**Exercise instructions**
Using the entries below, output each line exactly from the first through the one that contains "Quick job: Give".

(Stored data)
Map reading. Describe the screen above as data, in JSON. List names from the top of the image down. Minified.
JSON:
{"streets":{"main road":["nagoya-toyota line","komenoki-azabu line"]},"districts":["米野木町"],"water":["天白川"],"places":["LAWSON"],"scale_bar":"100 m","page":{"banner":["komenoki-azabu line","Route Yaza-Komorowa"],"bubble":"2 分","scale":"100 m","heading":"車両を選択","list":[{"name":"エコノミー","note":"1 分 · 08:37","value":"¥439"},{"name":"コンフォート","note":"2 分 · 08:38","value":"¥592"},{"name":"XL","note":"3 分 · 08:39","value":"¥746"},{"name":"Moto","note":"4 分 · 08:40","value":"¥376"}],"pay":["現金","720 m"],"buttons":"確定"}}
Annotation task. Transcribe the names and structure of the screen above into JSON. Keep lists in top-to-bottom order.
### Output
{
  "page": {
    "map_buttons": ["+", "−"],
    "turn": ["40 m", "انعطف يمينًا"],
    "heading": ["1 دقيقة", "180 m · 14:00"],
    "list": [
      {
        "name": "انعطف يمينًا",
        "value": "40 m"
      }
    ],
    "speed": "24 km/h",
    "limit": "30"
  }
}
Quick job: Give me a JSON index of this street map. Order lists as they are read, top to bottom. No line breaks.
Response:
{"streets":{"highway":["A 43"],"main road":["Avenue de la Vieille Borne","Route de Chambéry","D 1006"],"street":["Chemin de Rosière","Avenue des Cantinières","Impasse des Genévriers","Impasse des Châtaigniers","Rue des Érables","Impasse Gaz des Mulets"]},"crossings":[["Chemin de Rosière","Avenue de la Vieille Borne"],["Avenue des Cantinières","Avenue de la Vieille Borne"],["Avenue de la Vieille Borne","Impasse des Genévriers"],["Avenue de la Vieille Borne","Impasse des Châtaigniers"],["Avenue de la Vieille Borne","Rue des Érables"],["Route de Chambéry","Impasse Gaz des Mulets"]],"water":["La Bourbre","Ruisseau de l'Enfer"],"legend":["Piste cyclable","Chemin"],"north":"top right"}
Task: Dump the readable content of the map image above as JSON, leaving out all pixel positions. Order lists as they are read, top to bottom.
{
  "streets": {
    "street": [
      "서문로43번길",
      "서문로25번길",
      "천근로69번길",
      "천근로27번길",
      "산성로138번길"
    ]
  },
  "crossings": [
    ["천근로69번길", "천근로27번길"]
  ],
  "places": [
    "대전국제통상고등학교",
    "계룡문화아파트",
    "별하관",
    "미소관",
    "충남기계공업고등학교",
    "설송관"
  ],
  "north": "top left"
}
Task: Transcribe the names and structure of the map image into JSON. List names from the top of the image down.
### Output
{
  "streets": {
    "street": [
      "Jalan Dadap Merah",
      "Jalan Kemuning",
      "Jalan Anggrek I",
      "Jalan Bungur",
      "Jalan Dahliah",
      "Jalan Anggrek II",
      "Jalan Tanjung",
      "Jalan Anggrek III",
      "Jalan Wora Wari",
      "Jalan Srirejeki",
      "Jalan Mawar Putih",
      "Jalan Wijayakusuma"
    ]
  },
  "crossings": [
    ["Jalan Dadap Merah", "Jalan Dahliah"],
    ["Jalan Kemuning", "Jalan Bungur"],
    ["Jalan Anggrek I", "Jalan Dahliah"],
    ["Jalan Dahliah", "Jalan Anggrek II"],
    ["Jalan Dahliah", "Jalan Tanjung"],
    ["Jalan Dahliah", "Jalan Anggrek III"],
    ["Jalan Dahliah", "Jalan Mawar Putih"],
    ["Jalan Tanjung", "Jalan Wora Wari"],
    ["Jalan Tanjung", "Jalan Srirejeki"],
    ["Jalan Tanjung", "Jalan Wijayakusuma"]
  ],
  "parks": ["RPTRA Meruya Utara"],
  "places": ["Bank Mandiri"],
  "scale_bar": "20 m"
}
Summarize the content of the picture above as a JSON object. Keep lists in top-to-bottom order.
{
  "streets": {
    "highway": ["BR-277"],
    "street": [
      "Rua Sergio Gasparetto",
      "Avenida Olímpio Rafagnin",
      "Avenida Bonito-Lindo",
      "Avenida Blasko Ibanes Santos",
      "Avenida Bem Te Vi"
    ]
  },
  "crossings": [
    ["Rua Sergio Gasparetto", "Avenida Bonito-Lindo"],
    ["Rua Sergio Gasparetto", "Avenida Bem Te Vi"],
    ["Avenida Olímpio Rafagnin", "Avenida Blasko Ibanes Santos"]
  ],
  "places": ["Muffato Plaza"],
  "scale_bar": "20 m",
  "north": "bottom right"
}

**Your response**
Map reading. Describe the screen above as data, in JSON. List names from the top of the image down. Minified.
JSON:
{"streets":{"main road":["nagoya-toyota line","komenoki-azabu line"]},"districts":["米野木町"],"water":["天白川"],"places":["LAWSON"],"scale_bar":"100 m","page":{"banner":["komenoki-azabu line","Route Yaza-Komorowa"],"bubble":"2 分","scale":"100 m","heading":"車両を選択","list":[{"name":"エコノミー","note":"1 分 · 08:37","value":"¥439"},{"name":"コンフォート","note":"2 分 · 08:38","value":"¥592"},{"name":"XL","note":"3 分 · 08:39","value":"¥746"},{"name":"Moto","note":"4 分 · 08:40","value":"¥376"}],"pay":["現金","720 m"],"buttons":"確定"}}
Annotation task. Transcribe the names and structure of the screen above into JSON. Keep lists in top-to-bottom order.
### Output
{
  "page": {
    "map_buttons": ["+", "−"],
    "turn": ["40 m", "انعطف يمينًا"],
    "heading": ["1 دقيقة", "180 m · 14:00"],
    "list": [
      {
        "name": "انعطف يمينًا",
        "value": "40 m"
      }
    ],
    "speed": "24 km/h",
    "limit": "30"
  }
}
Quick job: Give me a JSON index of this street map. Order lists as they are read, top to bottom. No line breaks.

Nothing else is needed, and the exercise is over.